Show that if $\lim_{x\to a}f'(x) = A$ then $f'(a)$ exists and equals A [duplicate]

I ran across this problem in my Analysis class and can't seem to come up with a good solution. Here's the question: Show that if $\lim_{x\to a}f'(x) = A$ then $f'(a)$ exists and equals $A$. $f$ is continuous on $[a,b]$ and differentiable on $(a,b)$.

I tried applying the Mean Value theorem like this: There exists a $c \in (a, x)$ st $f(x)-f(a)=f'(c)(x-a) \implies \frac{f(x)-f(a)}{x-a}=f'(c) \implies f'(a)=\lim_{x\to a}\frac{f(x)-f(a)}{x-a}=\lim_{c\to a}f'(c)=A$

However, I think this is wrong. I am pretty sure the Mean Value theorem is needed, but my application of it seems to be incorrect. Would somebody be able to point me in the right direction?


Applying $\lim \limits_{(x\text{ or }c)\to a}$ as you did doesn't feel right.

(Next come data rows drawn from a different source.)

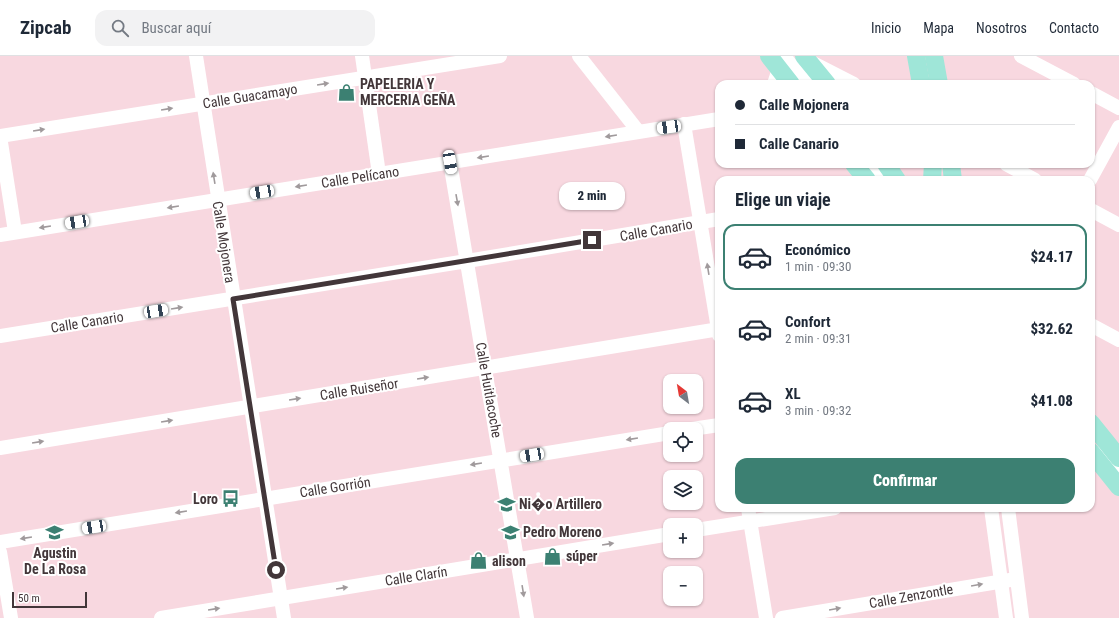 <!DOCTYPE html>
<html lang="es">
<head>
<meta charset="utf-8">
<style>
  body { margin:0; font-family:"Roboto Condensed",sans-serif; background:#f2f2f3; color:#1f2937; height:100vh; display:flex; flex-direction:column; font-size:15px; white-space:nowrap }
  * { box-sizing:border-box; margin:0 }
  p { font-size:13px; color:#747a83 }
  .icon { flex:none; width:22px; height:22px; fill:none; stroke:currentColor; stroke-width:2; stroke-linecap:round; stroke-linejoin:round }
  .map { position:relative; flex:1; overflow:hidden }
  .sheet { position:absolute; left:715px; top:120px; width:380px; height:336px; display:flex; flex-direction:column; background:#fff; border-radius:12px; box-shadow:0 1px 3px #0004 }
  .sheet>* { flex:none }
  .hud { position:absolute; left:715px; top:24px; width:380px; height:88px; border-radius:12px; box-shadow:0 1px 3px #0004; display:grid; align-content:center; height:88px; padding:0 20px; background:#fff }
  .needle { width:26px; rotate:329deg }
  .controls { position:absolute; left:663px; top:318px; display:grid; gap:8px }
  .controls a { display:grid; place-items:center; width:40px; height:40px; border-radius:8px; background:#fff; box-shadow:0 1px 3px #0004; font-size:20px }
  .scale { position:absolute; left:12px; bottom:10px; width:75px; box-sizing:border-box; padding-left:4px; border:2px solid #423639; border-top:0; font-size:11px; line-height:14px; white-space:nowrap; color:#423639; -webkit-text-stroke:3px #fff; paint-order:stroke }
  .end { position:absolute; width:18px; height:18px; margin:-9px; border:5px solid #423639; background:#fff; box-shadow:0 0 0 2px #fff }
  .from { border-radius:50% }
  .bubble { position:absolute; height:28px; border-radius:12px; background:#fff; box-shadow:0 1px 3px #0004; font-size:13px; font-weight:800; line-height:28px; text-align:center }
  .car { position:absolute; width:12px; height:24px; margin:-12px -6px; border-radius:5px; box-shadow:0 0 3px 1px #0007; background:linear-gradient(#fff 24%,#345 0 40%,#fff 0 76%,#345 0 86%,#fff 0) }
  .hud b { display:flex; align-items:center; gap:14px; height:38px; font-size:15px }
  .hud b+b { border-top:1px solid #e0e1e3 }
  .hud i { width:10px; height:10px; background:#1f2937 }
  ul { padding:0; list-style:none }
  li { display:flex; align-items:center; gap:12px; height:66px; margin:0 8px 6px; padding:0 12px; border:2px solid transparent; border-radius:12px }
  li div { flex:1 }
  li b { display:block; font-size:15px }
  li em { font-style:normal; font-weight:800 }
  li.active { border-color:#3c8072 }
  li>.icon { width:36px; height:36px; stroke-width:1.5 }
  h2 { padding:0 20px; font-size:18px; line-height:48px }
  .button { display:flex; gap:8px; margin-top:auto; padding:8px 20px }
  .button a { flex:1; height:46px; border-radius:12px; background:#3c8072; color:#fff; font-size:16px; font-weight:800; line-height:46px; text-align:center }
  header { display:flex; align-items:center; gap:24px; box-sizing:border-box; height:56px; padding:0 20px; background:#fff; border-bottom:1px solid #e0e1e3 }
  header strong { font-size:19px }
  nav { display:flex; gap:22px; margin-inline-start:auto; font-size:14px }
  .search { width:280px; height:36px; background:#f2f2f3; display:flex; align-items:center; gap:10px; box-sizing:border-box; padding:0 14px; border-radius:12px; color:#747a83; font-size:15px }
  .map>svg:first-child { display:block }
  .lines { fill:none; stroke-linecap:round; stroke-linejoin:round }
  .minor { stroke:#fff; stroke-width:14 }
  .major { stroke:#9fe6d8; stroke-width:18 }
  .oneway { fill:#a09a9c }
  .route { stroke:#423639; stroke-width:5 }
  .labels { text-anchor:middle; stroke-width:4; stroke-linejoin:round; paint-order:stroke }
  .poi-label { font-size:14px; font-weight:bold; fill:#423639; stroke:#fff; text-anchor:start }
  .street-label { font-size:14px; fill:#423639; stroke:#fff }
</style>
</head>
<body>
<header>
<strong>Zipcab</strong>
<div class="search"><svg class="icon" aria-label="search" viewBox="0 0 24 24"><circle cx="10" cy="10" r="6"/><path d="M15 15l6 6"/></svg>Buscar aquí</div>
<nav><a>Inicio</a><a>Mapa</a><a>Nosotros</a><a>Contacto</a></nav>
</header>
<div class="map">
<svg width="1119" height="562" viewBox="0 0 1119 562">
  <rect width="100%" height="100%" fill="#f8d8e0"/>
  <g class="lines">
    <g class="minor">
      <polyline points="196,0 284,562"/>
      <polyline points="362,0 379,118"/>
      <polyline points="579,0 638,75"/>
      <polyline points="784,0 807,28"/>
      <polyline points="1021,0 1074,28"/>
      <polyline points="811,6 854,28"/>
      <polyline points="774,28 779,13"/>
      <polyline points="1091,37 1119,52"/>
      <polyline points="684,68 719,279"/>
      <polyline points="0,80 500,0"/>
      <polyline points="0,80 15,176"/>
      <polyline points="450,106 527,562"/>
      <polyline points="872,108 885,124"/>
      <polyline points="1006,108 1035,124"/>
      <polyline points="1090,124 1119,71"/>
      <polyline points="1091,154 1119,169"/>
      <polyline points="0,179 719,63"/>
      <polyline points="1091,269 1119,284"/>
      <polyline points="0,280 467,205 719,163"/>
      <polyline points="692,373 719,369"/>
      <polyline points="0,392 719,273"/>
      <polyline points="1104,395 1119,414"/>
      <polyline points="748,452 766,562"/>
      <polyline points="991,452 1006,562"/>
      <polyline points="1008,452 1022,562"/>
      <polyline points="696,474 835,452"/>
      <polyline points="0,486 670,377"/>
      <polyline points="0,496 11,562"/>
      <polyline points="161,562 670,478"/>
      <polyline points="782,562 1016,523"/>
    </g>
    <g class="major">
      <polyline points="769,0 791,28"/>
      <polyline points="804,0 827,28"/>
      <polyline points="916,0 921,28"/>
      <polyline points="934,0 939,28"/>
      <polyline points="854,108 867,124"/>
      <polyline points="886,108 897,124"/>
      <polyline points="951,108 953,124"/>
      <polyline points="932,124 933,108"/>
      <polyline points="1091,367 1119,402"/>
      <polyline points="1091,396 1119,431"/>
    </g>
  </g>
  <defs><path id="oneway-solid" d="M-6-.8H1V-3.2L6.5 0L1 3.2V.8H-6Z"/></defs>
  <g class="oneway">
    <use href="#oneway-solid" transform="translate(323 28) rotate(-9)"/>
    <use href="#oneway-solid" transform="translate(167 53) rotate(-9)"/>
    <use href="#oneway-solid" transform="translate(39 74) rotate(-9)"/>
    <use href="#oneway-solid" transform="translate(611 80) rotate(171)"/>
    <use href="#oneway-solid" transform="translate(483 101) rotate(171)"/>
    <use href="#oneway-solid" transform="translate(214 122) rotate(-99)"/>
    <use href="#oneway-solid" transform="translate(301 130) rotate(171)"/>
    <use href="#oneway-solid" transform="translate(457 144) rotate(80)"/>
    <use href="#oneway-solid" transform="translate(173 151) rotate(171)"/>
    <use href="#oneway-solid" transform="translate(45 171) rotate(171)"/>
    <use href="#oneway-solid" transform="translate(708 213) rotate(-99)"/>
    <use href="#oneway-solid" transform="translate(177 252) rotate(-9)"/>
    <use href="#oneway-solid" transform="translate(423 322) rotate(-9)"/>
    <use href="#oneway-solid" transform="translate(295 343) rotate(-9)"/>
    <use href="#oneway-solid" transform="translate(167 365) rotate(-9)"/>
    <use href="#oneway-solid" transform="translate(632 383) rotate(171)"/>
    <use href="#oneway-solid" transform="translate(38 386) rotate(-9)"/>
    <use href="#oneway-solid" transform="translate(476 408) rotate(171)"/>
    <use href="#oneway-solid" transform="translate(181 456) rotate(171)"/>
    <use href="#oneway-solid" transform="translate(26 482) rotate(171)"/>
    <use href="#oneway-solid" transform="translate(608 488) rotate(-9)"/>
    <use href="#oneway-solid" transform="translate(977 529) rotate(-10)"/>
    <use href="#oneway-solid" transform="translate(342 532) rotate(-9)"/>
    <use href="#oneway-solid" transform="translate(523 535) rotate(81)"/>
    <use href="#oneway-solid" transform="translate(214 553) rotate(-9)"/>
    <use href="#oneway-solid" transform="translate(835 553) rotate(-10)"/>
  </g>
  <g class="lines">
    <polyline class="route" points="276,514 233,243 592,184"/>
  </g>
  <defs>
    <symbol id="shop-bare" viewBox="-9 -9 18 18"><path d="M-5-2.5h2.3a2.7 3.5 0 0 1 5.4 0H5L5.5 6h-11ZM-1.5-2.5h3a1.5 2.3 0 0 0-3 0Z" fill="#3c8072" stroke="#fff" stroke-width="2.5" paint-order="stroke"/></symbol>
    <symbol id="bus-bare" viewBox="-9 -9 18 18"><path d="M-5-6H5V4H4V6H2V4H-2V6H-4V4H-5ZM-3.5-4V0h7V-4ZM-3.5 1.2v1.5H-2V1.2ZM2 1.2v1.5H3.5V1.2Z" fill="#3c8072" stroke="#fff" stroke-width="2.5" paint-order="stroke"/></symbol>
    <symbol id="school-bare" viewBox="-9 -9 18 18"><path d="M0-5L7-2L0 1L-7-2ZM-4 1L0 2.5L4 1V4Q0 6-4 4Z" fill="#3c8072" stroke="#fff" stroke-width="2.5" paint-order="stroke"/></symbol>
  </defs>
  <g fill-rule="evenodd">
    <use href="#shop-bare" x="334" y="24" width="25" height="25"/>
    <use href="#bus-bare" x="218" y="430" width="25" height="25"/>
    <use href="#school-bare" x="494" y="436" width="25" height="25"/>
    <use href="#school-bare" x="498" y="464" width="25" height="25"/>
    <use href="#school-bare" x="42" y="464" width="25" height="25"/>
    <use href="#shop-bare" x="540" y="488" width="25" height="25"/>
    <use href="#shop-bare" x="466" y="492" width="25" height="25"/>
  </g>
  <g class="labels">
    <g class="poi-label">
      <text x="360" y="33">PAPELERIA Y<tspan x="360" dy="16">MERCERIA GEÑA</tspan></text>
      <text x="218" y="448" text-anchor="end">Loro</text>
      <text x="519" y="453">Ni�o Artillero</text>
      <text x="523" y="481">Pedro Moreno</text>
      <text x="55" y="502" text-anchor="middle">Agustin<tspan x="55" dy="16">De La Rosa</tspan></text>
      <text x="566" y="505">súper</text>
      <text x="492" y="510">alison</text>
    </g>
    <g class="street-label">
      <text transform="translate(250 40) rotate(-9)" y="5">Calle Guacamayo</text>
      <text transform="translate(360 121) rotate(-9)" y="5">Calle Pelícano</text>
      <text transform="translate(656 174) rotate(-10)" y="5">Calle Canario</text>
      <text transform="translate(224 186) rotate(81)" y="5">Calle Mojonera</text>
      <text transform="translate(87 266) rotate(-9)" y="5">Calle Canario</text>
      <text transform="translate(359 333) rotate(-9)" y="5">Calle Ruiseñor</text>
      <text transform="translate(489 334) rotate(80)" y="5">Calle Huitlacoche</text>
      <text transform="translate(335 431) rotate(-9)" y="5">Calle Gorrión</text>
      <text transform="translate(416 520) rotate(-9)" y="5">Calle Clarín</text>
      <text transform="translate(911 540) rotate(-10)" y="5">Calle Zenzontle</text>
    </g>
  </g>
</svg>
<div class="controls">
<a><svg class="needle" viewBox="-14 -14 28 28"><path d="M0-13l5 13h-10z" fill="#e53935"/><path d="M0 13l5-13h-10z" fill="#747a83"/></svg></a>
<a><svg class="icon" aria-label="locate" viewBox="0 0 24 24"><circle cx="12" cy="12" r="6"/><path d="M12 2v4M12 18v4M2 12h4M18 12h4"/></svg></a>
<a><svg class="icon" aria-label="layers" viewBox="0 0 24 24"><path d="M12 4l9 5-9 5-9-5zM3 14l9 5 9-5"/></svg></a>
<a>+</a>
<a>−</a>
</div>
<div class="scale">50 m</div>
<i class="end from" style="left:276px;top:514px"></i>
<i class="end" style="left:592px;top:184px"></i>
<div class="bubble" style="left:559px;top:126px;width:66px">2 min</div>
<i class="car" style="left:669px;top:71px;rotate:262deg"></i>
<i class="car" style="left:450px;top:106px;rotate:170deg"></i>
<i class="car" style="left:262px;top:136px;rotate:261deg"></i>
<i class="car" style="left:77px;top:166px;rotate:261deg"></i>
<i class="car" style="left:156px;top:255px;rotate:81deg"></i>
<i class="car" style="left:532px;top:399px;rotate:261deg"></i>
<i class="car" style="left:94px;top:471px;rotate:261deg"></i>
<div class="hud">
<b><i class="from"></i>Calle Mojonera</b>
<b><i></i>Calle Canario</b>
</div>
<section class="sheet">
<h2>Elige un viaje</h2>
<ul>
<li class="active"><svg class="icon" aria-label="car" viewBox="0 0 24 24"><path d="M5 17H2v-5l4-1 3-4h7l3 4 3 1v5h-3M9 17h6M6 11h13"/><circle cx="7" cy="17" r="2"/><circle cx="17" cy="17" r="2"/></svg><div><b>Económico</b><p>1 min · 09:30</p></div><em>$24.17</em></li>
<li><svg class="icon" aria-label="car" viewBox="0 0 24 24"><path d="M5 17H2v-5l4-1 3-4h7l3 4 3 1v5h-3M9 17h6M6 11h13"/><circle cx="7" cy="17" r="2"/><circle cx="17" cy="17" r="2"/></svg><div><b>Confort</b><p>2 min · 09:31</p></div><em>$32.62</em></li>
<li><svg class="icon" aria-label="car" viewBox="0 0 24 24"><path d="M5 17H2v-5l4-1 3-4h7l3 4 3 1v5h-3M9 17h6M6 11h13"/><circle cx="7" cy="17" r="2"/><circle cx="17" cy="17" r="2"/></svg><div><b>XL</b><p>3 min · 09:32</p></div><em>$41.08</em></li>
</ul>
<div class="button"><a>Confirmar</a></div>
</section>
</div>
</body>
</html>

Hint: You know that $$\mathop{\forall}_{\varepsilon >0}\mathop{\exists}_{\delta >0}\mathop{\forall}_{c\in ]a,b[}\left(c-a<\delta\implies |f'(c)-A|<\varepsilon\right)\tag 1$$

and you wish to prove that

$$\mathop{\forall}_{\varepsilon >0}\mathop{\exists}_{\delta >0}\mathop{\forall}_{x\in ]a,b[}\left(x-a<\delta\implies \left|\dfrac{f(x)-f(a)}{x-a}-A\right|<\varepsilon\right)\tag 2$$

Take $\varepsilon >0$, let $\delta$ be as in $(1)$ and let $x\in ]a,b[$ be such that $x-a<\delta$. Now use the mean value theorem on $f_{|[a,x]}$.